Task goal> Of the lines in the listing below, count those containing "shaded". Provide the count and nothing else.

Records for this exercise>
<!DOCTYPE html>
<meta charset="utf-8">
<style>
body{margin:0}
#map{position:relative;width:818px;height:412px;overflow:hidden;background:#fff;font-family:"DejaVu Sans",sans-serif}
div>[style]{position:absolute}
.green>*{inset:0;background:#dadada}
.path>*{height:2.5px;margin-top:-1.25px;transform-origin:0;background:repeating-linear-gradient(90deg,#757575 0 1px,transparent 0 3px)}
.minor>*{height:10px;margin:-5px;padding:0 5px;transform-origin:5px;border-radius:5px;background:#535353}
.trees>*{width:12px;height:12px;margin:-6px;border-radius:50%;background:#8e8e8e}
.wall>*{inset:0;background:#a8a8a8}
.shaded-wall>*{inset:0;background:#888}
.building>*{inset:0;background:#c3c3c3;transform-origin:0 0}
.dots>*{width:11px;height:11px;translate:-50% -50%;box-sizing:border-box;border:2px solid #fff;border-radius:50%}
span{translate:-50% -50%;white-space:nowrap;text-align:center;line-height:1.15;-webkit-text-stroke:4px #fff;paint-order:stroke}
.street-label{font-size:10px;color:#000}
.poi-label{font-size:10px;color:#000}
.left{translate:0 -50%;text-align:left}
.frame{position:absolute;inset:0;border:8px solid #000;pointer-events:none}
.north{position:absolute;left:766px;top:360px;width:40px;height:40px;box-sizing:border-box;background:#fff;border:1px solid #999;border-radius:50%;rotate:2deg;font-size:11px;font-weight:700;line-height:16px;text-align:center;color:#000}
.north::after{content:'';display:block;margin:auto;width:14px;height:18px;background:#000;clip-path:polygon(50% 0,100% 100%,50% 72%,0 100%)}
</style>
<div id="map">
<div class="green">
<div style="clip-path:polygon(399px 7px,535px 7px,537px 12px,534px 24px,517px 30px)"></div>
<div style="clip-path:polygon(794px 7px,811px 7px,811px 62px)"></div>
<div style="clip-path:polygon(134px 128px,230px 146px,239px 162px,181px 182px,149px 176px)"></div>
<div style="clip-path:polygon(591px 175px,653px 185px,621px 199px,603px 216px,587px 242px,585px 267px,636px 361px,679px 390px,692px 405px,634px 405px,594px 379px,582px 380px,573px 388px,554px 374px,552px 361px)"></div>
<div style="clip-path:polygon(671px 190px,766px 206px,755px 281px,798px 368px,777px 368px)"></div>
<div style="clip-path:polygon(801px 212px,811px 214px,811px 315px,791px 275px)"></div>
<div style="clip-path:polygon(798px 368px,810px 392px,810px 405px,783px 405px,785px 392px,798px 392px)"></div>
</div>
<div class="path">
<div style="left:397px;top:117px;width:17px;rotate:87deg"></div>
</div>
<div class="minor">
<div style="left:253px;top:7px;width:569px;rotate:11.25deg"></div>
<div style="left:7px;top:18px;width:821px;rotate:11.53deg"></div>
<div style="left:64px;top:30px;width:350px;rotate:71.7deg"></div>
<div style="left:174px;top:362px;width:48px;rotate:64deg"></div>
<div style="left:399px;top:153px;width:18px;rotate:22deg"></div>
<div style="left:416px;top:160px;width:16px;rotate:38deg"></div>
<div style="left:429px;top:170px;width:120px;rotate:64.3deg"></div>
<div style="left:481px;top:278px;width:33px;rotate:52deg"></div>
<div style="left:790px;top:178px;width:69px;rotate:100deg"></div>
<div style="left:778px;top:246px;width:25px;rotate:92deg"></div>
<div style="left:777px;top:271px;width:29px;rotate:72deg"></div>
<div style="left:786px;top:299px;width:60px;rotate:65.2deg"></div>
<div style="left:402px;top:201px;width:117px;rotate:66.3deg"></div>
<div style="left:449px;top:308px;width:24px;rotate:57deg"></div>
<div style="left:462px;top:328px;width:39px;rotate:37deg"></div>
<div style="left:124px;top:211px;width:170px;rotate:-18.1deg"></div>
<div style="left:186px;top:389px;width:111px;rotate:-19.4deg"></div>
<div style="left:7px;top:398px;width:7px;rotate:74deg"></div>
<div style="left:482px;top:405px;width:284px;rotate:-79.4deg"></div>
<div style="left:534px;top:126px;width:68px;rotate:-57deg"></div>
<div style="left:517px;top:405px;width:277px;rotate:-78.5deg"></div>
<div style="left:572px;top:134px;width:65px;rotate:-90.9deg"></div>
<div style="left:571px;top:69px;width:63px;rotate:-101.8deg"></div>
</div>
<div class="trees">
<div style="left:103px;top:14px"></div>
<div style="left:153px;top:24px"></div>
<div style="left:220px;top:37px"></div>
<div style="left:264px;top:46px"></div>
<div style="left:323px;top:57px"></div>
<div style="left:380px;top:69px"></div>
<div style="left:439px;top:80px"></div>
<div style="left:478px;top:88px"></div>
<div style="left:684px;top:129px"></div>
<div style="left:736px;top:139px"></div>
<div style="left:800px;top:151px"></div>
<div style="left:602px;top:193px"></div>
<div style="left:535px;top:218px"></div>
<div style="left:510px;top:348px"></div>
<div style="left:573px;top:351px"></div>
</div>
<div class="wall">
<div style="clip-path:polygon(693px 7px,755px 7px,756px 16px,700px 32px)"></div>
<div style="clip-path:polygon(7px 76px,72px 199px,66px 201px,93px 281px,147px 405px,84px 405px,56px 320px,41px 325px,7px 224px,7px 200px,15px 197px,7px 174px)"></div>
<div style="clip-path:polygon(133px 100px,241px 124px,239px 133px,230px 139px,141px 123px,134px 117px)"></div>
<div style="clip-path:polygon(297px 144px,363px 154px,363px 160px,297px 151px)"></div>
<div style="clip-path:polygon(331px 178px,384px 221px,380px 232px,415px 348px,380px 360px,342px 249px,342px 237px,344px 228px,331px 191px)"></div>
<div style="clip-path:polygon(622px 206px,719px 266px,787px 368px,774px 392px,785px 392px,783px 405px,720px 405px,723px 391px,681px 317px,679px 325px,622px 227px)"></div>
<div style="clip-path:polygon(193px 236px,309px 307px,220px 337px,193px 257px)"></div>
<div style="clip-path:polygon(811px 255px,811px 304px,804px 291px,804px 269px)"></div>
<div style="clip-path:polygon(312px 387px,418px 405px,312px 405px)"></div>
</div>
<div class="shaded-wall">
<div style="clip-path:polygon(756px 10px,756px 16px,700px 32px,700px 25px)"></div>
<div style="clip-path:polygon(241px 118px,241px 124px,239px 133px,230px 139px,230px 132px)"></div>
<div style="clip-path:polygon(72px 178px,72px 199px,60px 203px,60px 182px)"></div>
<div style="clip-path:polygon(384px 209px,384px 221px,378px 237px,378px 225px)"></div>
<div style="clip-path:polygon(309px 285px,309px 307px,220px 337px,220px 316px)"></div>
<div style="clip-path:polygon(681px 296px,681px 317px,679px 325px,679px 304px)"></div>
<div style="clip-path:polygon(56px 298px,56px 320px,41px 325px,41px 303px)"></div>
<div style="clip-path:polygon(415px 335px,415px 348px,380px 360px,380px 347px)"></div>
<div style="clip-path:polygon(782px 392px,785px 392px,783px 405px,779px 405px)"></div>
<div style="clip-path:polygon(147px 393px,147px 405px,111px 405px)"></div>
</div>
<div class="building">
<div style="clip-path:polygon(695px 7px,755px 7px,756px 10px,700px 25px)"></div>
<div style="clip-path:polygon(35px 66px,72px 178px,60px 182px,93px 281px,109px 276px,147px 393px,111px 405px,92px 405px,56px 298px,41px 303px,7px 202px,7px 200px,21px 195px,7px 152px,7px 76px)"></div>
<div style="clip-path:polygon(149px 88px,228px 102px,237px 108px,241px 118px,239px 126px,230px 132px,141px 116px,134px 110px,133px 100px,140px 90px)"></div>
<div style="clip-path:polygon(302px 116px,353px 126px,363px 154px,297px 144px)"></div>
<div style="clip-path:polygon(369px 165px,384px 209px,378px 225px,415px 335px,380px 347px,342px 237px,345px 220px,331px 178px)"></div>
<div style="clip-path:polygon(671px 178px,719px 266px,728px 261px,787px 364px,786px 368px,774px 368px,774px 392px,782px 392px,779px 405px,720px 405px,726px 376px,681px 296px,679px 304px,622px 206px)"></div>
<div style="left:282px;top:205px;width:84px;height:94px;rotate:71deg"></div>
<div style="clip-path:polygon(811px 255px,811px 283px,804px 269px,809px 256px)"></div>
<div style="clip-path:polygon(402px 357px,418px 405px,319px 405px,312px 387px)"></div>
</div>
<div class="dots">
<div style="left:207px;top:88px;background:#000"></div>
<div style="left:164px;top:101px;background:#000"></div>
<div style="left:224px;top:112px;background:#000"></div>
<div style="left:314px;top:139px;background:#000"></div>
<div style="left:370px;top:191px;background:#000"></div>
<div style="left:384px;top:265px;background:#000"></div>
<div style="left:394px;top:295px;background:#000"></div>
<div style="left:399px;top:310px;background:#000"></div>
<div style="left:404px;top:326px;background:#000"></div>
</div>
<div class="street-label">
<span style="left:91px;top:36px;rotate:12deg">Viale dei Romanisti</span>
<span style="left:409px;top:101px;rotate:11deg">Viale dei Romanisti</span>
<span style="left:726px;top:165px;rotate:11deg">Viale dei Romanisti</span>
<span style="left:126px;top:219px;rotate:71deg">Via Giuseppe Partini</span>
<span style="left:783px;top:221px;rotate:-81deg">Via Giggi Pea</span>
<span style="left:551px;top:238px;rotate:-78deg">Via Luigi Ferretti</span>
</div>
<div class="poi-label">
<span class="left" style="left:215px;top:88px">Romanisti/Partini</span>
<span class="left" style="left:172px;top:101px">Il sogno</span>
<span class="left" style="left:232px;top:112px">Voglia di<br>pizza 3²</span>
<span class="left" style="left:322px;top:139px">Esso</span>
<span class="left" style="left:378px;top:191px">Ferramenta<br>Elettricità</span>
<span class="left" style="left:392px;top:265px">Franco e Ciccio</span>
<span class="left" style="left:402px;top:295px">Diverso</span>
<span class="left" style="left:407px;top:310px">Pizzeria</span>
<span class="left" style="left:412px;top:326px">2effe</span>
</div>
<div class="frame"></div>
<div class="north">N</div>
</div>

Reply to the exercise> 2